Auditing Allocative Bias

Kate Kenny

CS 0451

In this blog post, we are going to examine algorithmic bias through an audit. Using data from the American Community Survey’s Public Use Microdata Sample (PUMS). I will perform an audit on racial bias in a machine learning model that predicts whether or not an individual in employed.To do this, I will begin by downloading data and training a model to make such predictions. Then, we will examine some of the different measures of fairness like predictive parity and error rate before discussing how the model could be biased and what implications that could have in deployment and beyond. This audit will only consider data from New York State.

To begin, let’s download the data and get the problem set up.

from folktables import ACSDataSource, ACSEmployment, BasicProblem, adult_filter
import numpy as np
from matplotlib import pyplot as plt


STATE = "NY"

data_source = ACSDataSource(survey_year='2018', 
                            horizon='1-Year', 
                            survey='person')

acs_data = data_source.get_data(states=[STATE], download=True)

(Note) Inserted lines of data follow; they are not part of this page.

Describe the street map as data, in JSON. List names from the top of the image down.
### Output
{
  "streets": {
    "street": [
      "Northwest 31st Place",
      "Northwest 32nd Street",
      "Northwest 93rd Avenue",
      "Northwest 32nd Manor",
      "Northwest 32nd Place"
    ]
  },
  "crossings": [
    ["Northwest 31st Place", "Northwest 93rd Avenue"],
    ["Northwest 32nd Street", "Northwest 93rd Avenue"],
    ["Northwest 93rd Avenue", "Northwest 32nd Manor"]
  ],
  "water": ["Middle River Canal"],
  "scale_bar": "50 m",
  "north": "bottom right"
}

possible_features=['AGEP', 'SCHL', 'MAR', 'RELP', 'DIS', 'ESP', 'CIT', 'MIG', 'MIL', 'ANC', 'NATIVITY', 'DEAR', 'DEYE', 'DREM', 'SEX', 'RAC1P', 'ESR']
features_to_use = [f for f in possible_features if f not in ["ESR", "RAC1P"]]

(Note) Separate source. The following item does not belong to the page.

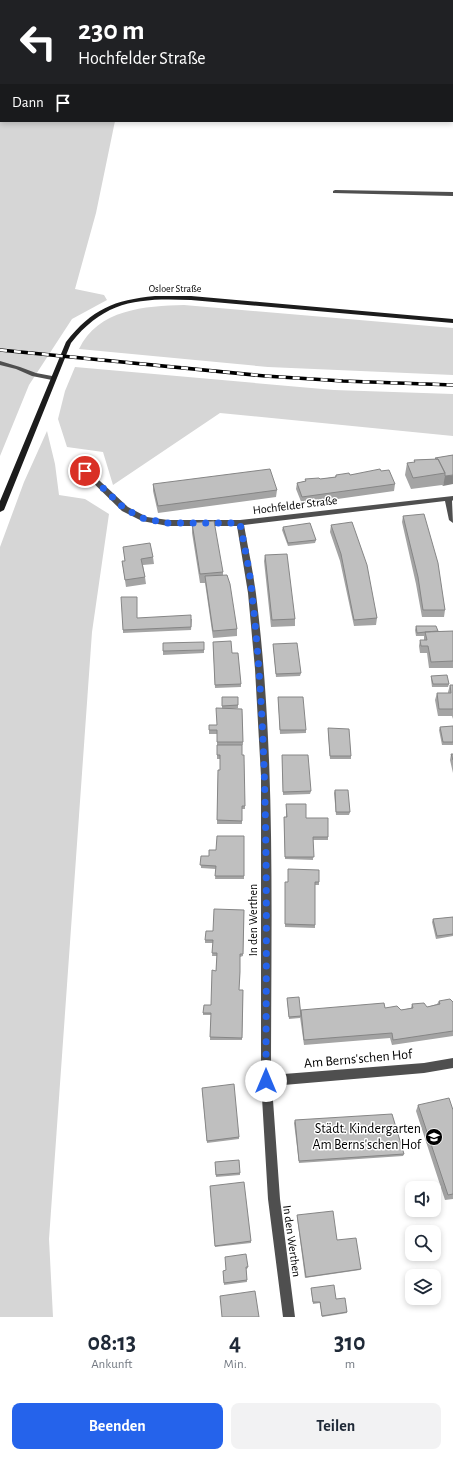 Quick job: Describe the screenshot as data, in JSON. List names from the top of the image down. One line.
{"streets":{"main road":["Osloer Straße"],"street":["Hochfelder Straße","In den Werthen","Am Berns'schen Hof"]},"crossings":[["Hochfelder Straße","In den Werthen"],["In den Werthen","Am Berns'schen Hof"]],"places":{"school or university":["Städt. Kindergarten Am Berns'schen Hof"]},"page":{"turn":["230 m","Hochfelder Straße"],"then":"Dann","eta":["08:13","Ankunft","4","Min.","310","m"],"buttons":["Beenden","Teilen"]}}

is_white = acs_data["RAC1P"] == 1
is_black = acs_data["RAC1P"] == 2

acs_data = acs_data[is_white | is_black]
acs_date = acs_data.copy()

EmploymentProblem = BasicProblem(
    features=features_to_use,
    target='ESR',
    target_transform=lambda x: x == 1,
    group='RAC1P',
    preprocess=lambda x: x,
    postprocess=lambda x: np.nan_to_num(x, -1),
)

features, label, group = EmploymentProblem.df_to_numpy(acs_data)

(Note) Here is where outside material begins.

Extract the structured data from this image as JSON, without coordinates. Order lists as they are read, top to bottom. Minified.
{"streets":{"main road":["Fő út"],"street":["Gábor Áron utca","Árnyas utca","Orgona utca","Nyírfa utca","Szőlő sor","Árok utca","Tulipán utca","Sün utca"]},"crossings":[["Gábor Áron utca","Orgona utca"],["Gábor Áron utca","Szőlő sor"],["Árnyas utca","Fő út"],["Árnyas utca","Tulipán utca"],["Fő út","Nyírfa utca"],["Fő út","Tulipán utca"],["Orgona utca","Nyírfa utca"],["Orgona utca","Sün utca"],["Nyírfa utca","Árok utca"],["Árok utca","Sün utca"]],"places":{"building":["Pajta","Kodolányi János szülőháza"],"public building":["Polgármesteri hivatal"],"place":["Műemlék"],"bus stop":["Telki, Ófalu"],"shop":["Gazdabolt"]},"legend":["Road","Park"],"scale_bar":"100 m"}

for obj in [features, label, group]:
  print(obj.shape)

(162498, 15)
(162498,)
(162498,)
[1 1 1 ... 1 1 1]

Seperate training and testing data

from sklearn.model_selection import train_test_split
X_train, X_test, y_train, y_test, group_train, group_test = train_test_split(
    features, label, group, test_size=0.2, random_state=0)

Basic Descriptives

Let’s first answer some basic questions about the test data that we are working with. For the sake of this blog, we are going to compare directly Black and white individuals and remove individuals with other listed races from the data frame. This is obviously an incomplete picture of New York’s population but allows us to directly compare and analyze specific racial discrepencies between white individuals and Black individuals. Note that in the group column of the data frame, group 1 represents white individuals and group 2 represents Black individuals. Furthermore, employment status is 1 for an individual that is employed and 0 for an unemployed individual.

import pandas as pd
df = pd.DataFrame(X_train, columns = features_to_use)
df["group"] = group_train
df["label"] = y_train

df.shape[0]
y_train.mean()

0.4661840951399252

There are 129,998 individuals in this data set. Of those individuals, the proportion of people with the target label 1 (employed individuals) is .46618.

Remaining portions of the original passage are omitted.